(Dataset records)
------------

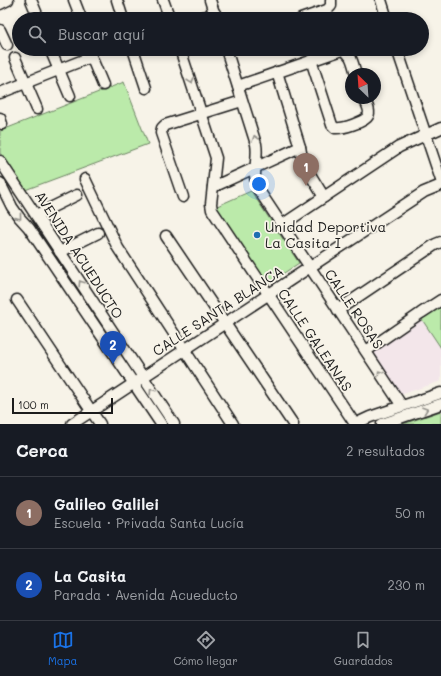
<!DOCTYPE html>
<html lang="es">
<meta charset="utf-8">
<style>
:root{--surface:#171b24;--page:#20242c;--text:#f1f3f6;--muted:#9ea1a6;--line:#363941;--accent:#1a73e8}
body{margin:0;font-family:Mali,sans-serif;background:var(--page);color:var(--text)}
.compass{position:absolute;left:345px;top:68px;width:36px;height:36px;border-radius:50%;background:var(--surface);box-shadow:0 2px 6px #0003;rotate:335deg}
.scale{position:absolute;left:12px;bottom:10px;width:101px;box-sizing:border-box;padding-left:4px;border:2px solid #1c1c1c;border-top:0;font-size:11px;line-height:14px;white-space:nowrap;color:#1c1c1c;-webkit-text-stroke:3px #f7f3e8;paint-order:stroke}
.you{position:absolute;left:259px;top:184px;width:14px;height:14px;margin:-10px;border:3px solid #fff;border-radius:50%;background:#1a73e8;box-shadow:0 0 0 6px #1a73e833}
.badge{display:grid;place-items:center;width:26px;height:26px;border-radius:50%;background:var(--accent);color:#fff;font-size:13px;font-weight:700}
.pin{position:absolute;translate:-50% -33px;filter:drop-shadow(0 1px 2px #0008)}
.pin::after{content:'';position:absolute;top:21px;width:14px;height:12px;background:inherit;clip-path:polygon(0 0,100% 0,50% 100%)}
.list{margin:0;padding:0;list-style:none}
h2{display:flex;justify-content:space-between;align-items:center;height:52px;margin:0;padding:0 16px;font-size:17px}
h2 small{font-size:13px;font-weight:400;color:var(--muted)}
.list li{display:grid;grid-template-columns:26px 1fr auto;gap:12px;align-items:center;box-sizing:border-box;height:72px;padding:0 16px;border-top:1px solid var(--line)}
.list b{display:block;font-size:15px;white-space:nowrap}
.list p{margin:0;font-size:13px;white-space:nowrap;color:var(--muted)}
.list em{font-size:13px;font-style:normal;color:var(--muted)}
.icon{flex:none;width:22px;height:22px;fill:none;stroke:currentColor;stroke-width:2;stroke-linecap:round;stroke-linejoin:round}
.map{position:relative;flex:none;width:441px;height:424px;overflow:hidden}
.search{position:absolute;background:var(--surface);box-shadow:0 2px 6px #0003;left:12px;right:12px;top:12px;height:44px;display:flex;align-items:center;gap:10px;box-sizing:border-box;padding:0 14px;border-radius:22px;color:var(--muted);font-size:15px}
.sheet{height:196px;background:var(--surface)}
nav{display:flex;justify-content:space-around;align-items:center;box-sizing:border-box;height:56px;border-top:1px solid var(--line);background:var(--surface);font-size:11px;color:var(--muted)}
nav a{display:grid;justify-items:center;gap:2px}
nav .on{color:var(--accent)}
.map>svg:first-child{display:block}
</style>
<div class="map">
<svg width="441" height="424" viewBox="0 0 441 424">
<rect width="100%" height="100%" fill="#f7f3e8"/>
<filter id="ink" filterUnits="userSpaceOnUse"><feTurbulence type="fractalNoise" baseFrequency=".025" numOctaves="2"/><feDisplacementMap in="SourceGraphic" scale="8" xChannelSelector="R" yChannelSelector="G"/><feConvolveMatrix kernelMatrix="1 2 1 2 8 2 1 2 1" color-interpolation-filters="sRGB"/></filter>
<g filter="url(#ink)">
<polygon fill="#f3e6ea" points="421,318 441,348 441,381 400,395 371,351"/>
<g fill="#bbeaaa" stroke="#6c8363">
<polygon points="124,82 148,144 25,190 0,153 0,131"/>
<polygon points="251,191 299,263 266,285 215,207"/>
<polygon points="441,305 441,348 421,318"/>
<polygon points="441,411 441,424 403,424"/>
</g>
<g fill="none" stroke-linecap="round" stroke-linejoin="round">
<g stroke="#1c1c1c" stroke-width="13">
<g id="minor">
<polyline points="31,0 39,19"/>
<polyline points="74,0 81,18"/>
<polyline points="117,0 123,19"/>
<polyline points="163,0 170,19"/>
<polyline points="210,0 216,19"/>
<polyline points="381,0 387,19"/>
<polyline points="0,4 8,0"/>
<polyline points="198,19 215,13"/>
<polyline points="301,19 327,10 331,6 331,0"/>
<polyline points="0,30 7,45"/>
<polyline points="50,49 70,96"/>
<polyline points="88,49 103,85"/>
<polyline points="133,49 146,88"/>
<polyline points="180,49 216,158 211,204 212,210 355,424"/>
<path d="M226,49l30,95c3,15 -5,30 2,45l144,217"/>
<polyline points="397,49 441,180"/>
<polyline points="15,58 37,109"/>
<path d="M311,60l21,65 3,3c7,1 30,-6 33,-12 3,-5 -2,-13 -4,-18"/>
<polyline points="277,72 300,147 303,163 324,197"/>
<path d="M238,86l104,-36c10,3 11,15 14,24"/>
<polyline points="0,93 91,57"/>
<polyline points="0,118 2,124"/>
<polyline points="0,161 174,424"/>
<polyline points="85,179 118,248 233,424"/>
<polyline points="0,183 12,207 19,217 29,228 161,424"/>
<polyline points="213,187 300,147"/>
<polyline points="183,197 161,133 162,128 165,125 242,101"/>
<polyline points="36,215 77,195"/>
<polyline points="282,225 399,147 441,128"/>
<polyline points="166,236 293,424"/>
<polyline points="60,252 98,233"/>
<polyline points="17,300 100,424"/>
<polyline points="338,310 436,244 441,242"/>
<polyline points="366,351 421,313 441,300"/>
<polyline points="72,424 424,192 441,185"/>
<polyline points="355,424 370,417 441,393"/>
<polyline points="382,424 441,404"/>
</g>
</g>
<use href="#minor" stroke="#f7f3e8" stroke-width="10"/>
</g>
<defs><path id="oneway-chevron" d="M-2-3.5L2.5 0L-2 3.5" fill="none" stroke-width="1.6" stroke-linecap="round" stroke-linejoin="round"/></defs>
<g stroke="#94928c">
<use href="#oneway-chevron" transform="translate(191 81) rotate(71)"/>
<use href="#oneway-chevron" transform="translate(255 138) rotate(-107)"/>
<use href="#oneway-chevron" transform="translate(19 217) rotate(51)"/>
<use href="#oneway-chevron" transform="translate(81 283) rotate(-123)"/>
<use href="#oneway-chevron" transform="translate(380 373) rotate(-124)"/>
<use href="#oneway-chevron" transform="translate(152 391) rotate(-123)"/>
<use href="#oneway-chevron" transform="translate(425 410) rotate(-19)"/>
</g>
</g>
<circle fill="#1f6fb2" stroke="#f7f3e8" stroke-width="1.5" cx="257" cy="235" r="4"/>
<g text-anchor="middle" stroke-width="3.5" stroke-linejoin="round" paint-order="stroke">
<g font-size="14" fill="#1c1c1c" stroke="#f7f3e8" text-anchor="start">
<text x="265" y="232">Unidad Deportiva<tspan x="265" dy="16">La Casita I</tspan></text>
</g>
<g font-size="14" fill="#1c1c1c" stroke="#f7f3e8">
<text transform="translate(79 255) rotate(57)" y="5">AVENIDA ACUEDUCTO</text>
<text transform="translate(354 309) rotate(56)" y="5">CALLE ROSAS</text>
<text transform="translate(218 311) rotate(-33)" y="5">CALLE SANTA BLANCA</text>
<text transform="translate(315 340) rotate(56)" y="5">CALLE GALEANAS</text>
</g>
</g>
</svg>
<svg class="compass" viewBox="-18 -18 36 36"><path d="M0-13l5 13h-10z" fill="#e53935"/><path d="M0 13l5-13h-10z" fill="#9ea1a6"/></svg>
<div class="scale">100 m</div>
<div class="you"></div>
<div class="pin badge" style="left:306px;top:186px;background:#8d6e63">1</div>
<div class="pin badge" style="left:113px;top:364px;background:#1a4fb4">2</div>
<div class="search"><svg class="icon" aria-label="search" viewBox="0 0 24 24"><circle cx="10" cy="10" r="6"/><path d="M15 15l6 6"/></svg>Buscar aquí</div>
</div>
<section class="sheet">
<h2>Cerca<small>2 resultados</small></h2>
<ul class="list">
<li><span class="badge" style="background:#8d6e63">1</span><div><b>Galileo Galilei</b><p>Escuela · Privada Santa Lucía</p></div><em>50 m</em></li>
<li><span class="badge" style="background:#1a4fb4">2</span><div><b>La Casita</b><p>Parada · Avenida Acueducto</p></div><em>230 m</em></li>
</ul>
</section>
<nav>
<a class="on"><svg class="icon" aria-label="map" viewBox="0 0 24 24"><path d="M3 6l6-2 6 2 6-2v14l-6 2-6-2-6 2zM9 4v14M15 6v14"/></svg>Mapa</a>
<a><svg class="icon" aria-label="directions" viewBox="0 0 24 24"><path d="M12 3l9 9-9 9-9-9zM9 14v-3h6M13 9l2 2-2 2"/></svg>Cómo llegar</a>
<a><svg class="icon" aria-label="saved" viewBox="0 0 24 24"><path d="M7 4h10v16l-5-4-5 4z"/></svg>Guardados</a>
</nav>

------------

→ TASK DETAILS
Every line with "paint" in it should be copied from the entries.

→ WRITTEN ANSWER
.scale{position:absolute;left:12px;bottom:10px;width:101px;box-sizing:border-box;padding-left:4px;border:2px solid #1c1c1c;border-top:0;font-size:11px;line-height:14px;white-space:nowrap;color:#1c1c1c;-webkit-text-stroke:3px #f7f3e8;paint-order:stroke}
<g text-anchor="middle" stroke-width="3.5" stroke-linejoin="round" paint-order="stroke">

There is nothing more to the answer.